- _Exercise goal_:
The answer must consist of every line in the data that contains "lines".

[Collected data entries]
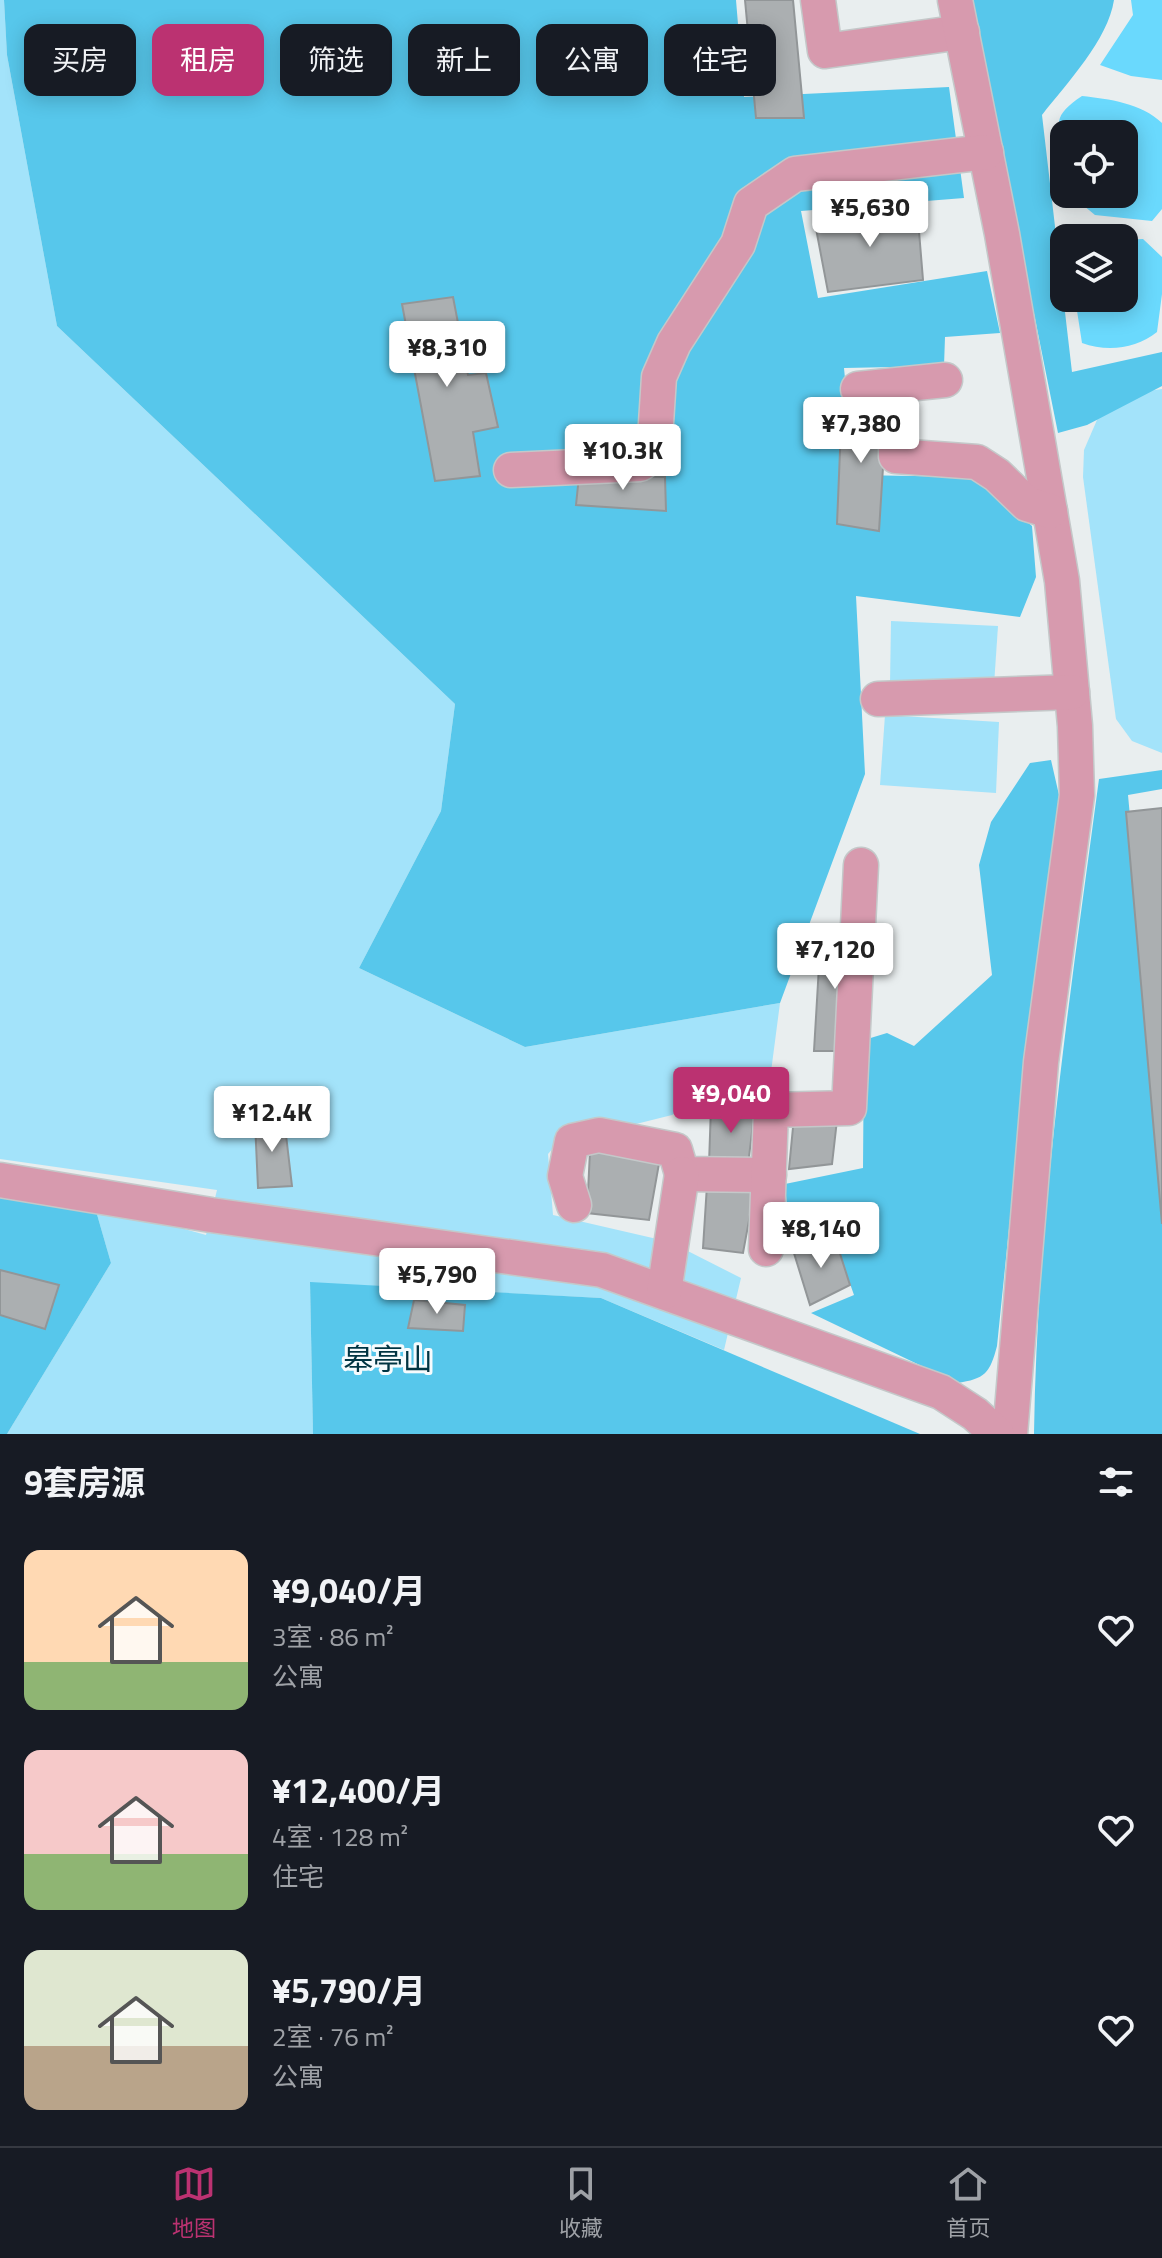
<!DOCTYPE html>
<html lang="zh">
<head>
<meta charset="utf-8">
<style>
	body { margin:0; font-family:"Titillium Web","Noto Sans SC",sans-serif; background:#242831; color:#f1f3f6; height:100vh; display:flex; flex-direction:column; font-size:30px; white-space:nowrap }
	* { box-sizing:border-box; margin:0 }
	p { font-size:26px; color:#9ea1a6 }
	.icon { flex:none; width:44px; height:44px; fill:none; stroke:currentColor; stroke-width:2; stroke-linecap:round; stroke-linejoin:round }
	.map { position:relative; height:1434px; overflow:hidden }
	.sheet { display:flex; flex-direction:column; background:#171b24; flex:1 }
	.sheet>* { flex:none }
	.banner { position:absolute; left:24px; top:24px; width:1114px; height:72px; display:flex; gap:16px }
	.controls { position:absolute; left:1050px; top:120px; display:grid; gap:16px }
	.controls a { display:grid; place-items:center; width:88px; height:88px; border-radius:16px; background:#171b24; box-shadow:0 4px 20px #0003; font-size:40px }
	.price { position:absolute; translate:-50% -68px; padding:0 18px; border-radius:8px; background:#fff; color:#222; font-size:26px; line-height:52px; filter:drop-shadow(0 2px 4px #0008) }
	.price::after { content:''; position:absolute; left:50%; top:48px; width:24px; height:18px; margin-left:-12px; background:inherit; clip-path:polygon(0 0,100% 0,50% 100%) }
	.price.active { background:#bb3271; color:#fff }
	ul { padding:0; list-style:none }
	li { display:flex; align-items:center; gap:24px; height:200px; padding:0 24px }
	li span { display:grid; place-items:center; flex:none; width:224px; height:160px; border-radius:16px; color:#555 }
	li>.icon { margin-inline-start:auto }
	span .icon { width:96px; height:96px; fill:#fffc; stroke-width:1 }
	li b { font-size:34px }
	h2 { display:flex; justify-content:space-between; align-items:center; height:96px; padding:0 24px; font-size:34px }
	.pill { padding:0 28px; border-radius:16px; background:#171b24; box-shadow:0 4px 20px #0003; font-size:28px; line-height:72px }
	.pill.active { background:#bb3271; color:#fff }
	.dock { display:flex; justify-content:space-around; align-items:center; height:112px; border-top:2px solid #363941; background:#171b24; font-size:22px; color:#9ea1a6 }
	.dock a { display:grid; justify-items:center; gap:4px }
	.dock .active { color:#bb3271 }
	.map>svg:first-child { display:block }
	.green { fill:#a3e3fa }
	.forest { fill:#57c7eb }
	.water { fill:#6ad9fd }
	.building { fill:#abafb1; stroke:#929698; stroke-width:2 }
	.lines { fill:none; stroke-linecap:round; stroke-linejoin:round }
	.minor-casing { stroke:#c4c8c9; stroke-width:37 }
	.minor { stroke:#d79aae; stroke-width:34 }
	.labels { text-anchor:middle; stroke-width:6; stroke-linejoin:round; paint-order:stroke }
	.park-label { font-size:30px; fill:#003442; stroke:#f6fbfd }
</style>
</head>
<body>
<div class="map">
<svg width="1162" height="1434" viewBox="0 0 1162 1434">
	<rect width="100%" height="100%" fill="#e9eeef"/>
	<g class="green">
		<polygon points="0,0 4,0 7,55 57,326 455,704 441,811 359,968 525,1047 780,1003 769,1087 714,1085 672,1115 632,1125 576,1122 548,1154 553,1215 670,1242 741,1278 724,1350 601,1298 310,1283 313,1434 7,1434 111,1263 94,1204 206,1235 217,1190 0,1159"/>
		<polygon points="1162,389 1162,753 1132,741 1116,719 1083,477 1084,450 1103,406 1128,394"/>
		<polygon points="891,621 998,626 994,685 890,684"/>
		<polygon points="885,715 999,722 996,793 880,785"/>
	</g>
	<g class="forest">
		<polygon points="4,0 736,0 744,97 949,87 964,198 801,211 818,298 987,271 1000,333 945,337 944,366 844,368 854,475 974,477 1032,526 1036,577 1020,617 856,596 865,774 780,1003 525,1047 359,968 441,811 455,704 57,326 7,55"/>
		<path d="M971,0H1114C1108,40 1067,83 1042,115L1072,372L1162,352V386L1087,425L1058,433Z"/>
		<path d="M1051,760L1059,795L1030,1023L997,1346C990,1373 985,1379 957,1383L811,1313L854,1295L829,1224L789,1228L785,1184L863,1168L864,1040L887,1033L914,1046L992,975L979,865L991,822L1030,763Z"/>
		<path d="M1162,770V789L1128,795L1162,1163V1434H1034C1037,1214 1070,996 1099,779Z"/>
		<polygon points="0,1194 94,1204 111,1263 7,1434 0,1434"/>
		<polygon points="310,1282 601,1298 920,1434 313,1434"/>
	</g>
	<g class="water">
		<polygon points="1131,0 1162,0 1162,80 1131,76 1100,65 1133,15"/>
		<path d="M1082,96C1109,99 1141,103 1162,123V209L1152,221L1095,215L1072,196L1124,194V134H1064V156C1057,123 1052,116 1082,96Z"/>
		<path d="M1143,239L1162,257V294L1157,332C1136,349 1107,352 1082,343L1075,298H1124V240Z"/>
	</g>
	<g class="building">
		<polygon points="745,0 793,0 804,118 756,118"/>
		<polygon points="917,207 923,280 828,292 814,218"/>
		<polygon points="453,297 468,375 486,373 498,427 473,432 480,476 435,481 402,304"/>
		<polygon points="842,403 887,404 879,531 837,524"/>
		<polygon points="579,476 665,477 666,511 576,505"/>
		<polygon points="1162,808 1162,1224 1126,812"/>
		<polygon points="821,932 859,936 848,1051 814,1051"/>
		<polygon points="711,1107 755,1107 748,1165 709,1164"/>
		<polygon points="794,1117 837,1120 832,1164 789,1169"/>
		<polygon points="284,1118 292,1186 258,1188 255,1122"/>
		<polygon points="590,1151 660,1158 649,1220 587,1213"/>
		<polygon points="707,1185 755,1188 743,1253 703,1248"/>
		<polygon points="835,1238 850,1285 810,1305 793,1250"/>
		<polygon points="0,1270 59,1285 45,1329 0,1315"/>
		<polygon points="414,1300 465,1305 463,1331 408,1328"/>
	</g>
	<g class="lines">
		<defs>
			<g id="minor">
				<polyline points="818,0 825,51 962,32"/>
				<polyline points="955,0 1002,234 1062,581 1075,726 1077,795 1041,1062 1010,1434"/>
				<polyline points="897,387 896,456 977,462 997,475 1027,504 1050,511"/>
				<polyline points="858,389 945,380"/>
				<polyline points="511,470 640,464 654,454 659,377 674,343 738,244 751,204 795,174 986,152"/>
				<polyline points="878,699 1072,692"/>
				<polyline points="0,1180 211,1215 602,1270 941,1392 975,1414 997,1434"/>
				<polyline points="574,1205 565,1176 572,1141 599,1135 675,1150 682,1174 769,1175"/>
				<polyline points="766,1249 771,1110 849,1108 861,865"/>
				<polyline points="664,1292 682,1174"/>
			</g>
		</defs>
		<use href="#minor" class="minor-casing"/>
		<use href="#minor" class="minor"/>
	</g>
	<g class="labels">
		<g class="park-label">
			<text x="388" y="1370">皋亭山</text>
		</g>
	</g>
</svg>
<div class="controls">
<a><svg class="icon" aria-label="locate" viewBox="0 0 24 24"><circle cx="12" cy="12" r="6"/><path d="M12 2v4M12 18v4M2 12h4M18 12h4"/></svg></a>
<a><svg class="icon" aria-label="layers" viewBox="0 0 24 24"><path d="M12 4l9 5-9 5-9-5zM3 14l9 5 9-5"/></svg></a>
</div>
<b class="price" style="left:870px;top:249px">¥5,630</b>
<b class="price" style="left:447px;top:389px">¥8,310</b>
<b class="price" style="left:861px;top:465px">¥7,380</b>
<b class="price" style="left:623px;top:492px">¥10.3K</b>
<b class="price" style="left:835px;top:991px">¥7,120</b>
<b class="price active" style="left:731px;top:1135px">¥9,040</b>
<b class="price" style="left:272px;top:1154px">¥12.4K</b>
<b class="price" style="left:821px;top:1270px">¥8,140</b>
<b class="price" style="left:437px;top:1316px">¥5,790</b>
<div class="banner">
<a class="pill">买房</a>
<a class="pill active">租房</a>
<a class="pill">筛选</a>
<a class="pill">新上</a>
<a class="pill">公寓</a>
<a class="pill">住宅</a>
</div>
</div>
<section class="sheet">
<h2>9套房源<svg class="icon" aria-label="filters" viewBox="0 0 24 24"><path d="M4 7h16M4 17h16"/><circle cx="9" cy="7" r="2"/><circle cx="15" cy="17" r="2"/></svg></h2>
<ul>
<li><span style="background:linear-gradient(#ffd9b3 70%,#8fb573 0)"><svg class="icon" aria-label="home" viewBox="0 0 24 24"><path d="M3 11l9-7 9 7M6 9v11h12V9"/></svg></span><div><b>¥9,040/月</b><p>3室 · 86 m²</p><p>公寓</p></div><svg class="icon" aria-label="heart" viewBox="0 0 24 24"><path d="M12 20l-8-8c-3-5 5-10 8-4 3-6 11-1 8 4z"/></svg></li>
<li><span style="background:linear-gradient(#f6c9c9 65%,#8fb573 0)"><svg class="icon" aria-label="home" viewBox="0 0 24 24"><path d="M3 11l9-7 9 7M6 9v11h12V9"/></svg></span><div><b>¥12,400/月</b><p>4室 · 128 m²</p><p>住宅</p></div><svg class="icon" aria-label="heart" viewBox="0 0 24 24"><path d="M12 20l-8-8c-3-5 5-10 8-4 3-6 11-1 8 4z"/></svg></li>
<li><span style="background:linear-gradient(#dfe7d0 60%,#b9a48a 0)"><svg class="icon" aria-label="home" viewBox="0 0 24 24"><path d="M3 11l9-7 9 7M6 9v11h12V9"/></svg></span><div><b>¥5,790/月</b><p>2室 · 76 m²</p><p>公寓</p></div><svg class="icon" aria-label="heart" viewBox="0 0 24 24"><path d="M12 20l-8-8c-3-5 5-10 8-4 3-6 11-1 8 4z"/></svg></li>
</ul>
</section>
<nav class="dock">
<a class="active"><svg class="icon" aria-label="map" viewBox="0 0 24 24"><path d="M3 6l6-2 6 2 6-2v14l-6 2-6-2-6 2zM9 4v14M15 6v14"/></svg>地图</a>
<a><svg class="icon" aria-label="saved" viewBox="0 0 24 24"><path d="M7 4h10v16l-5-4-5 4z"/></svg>收藏</a>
<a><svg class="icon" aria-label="home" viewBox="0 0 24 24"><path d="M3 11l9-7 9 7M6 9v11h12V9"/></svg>首页</a>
</nav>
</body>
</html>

- _Your solution_:
	.lines { fill:none; stroke-linecap:round; stroke-linejoin:round }
	<g class="lines">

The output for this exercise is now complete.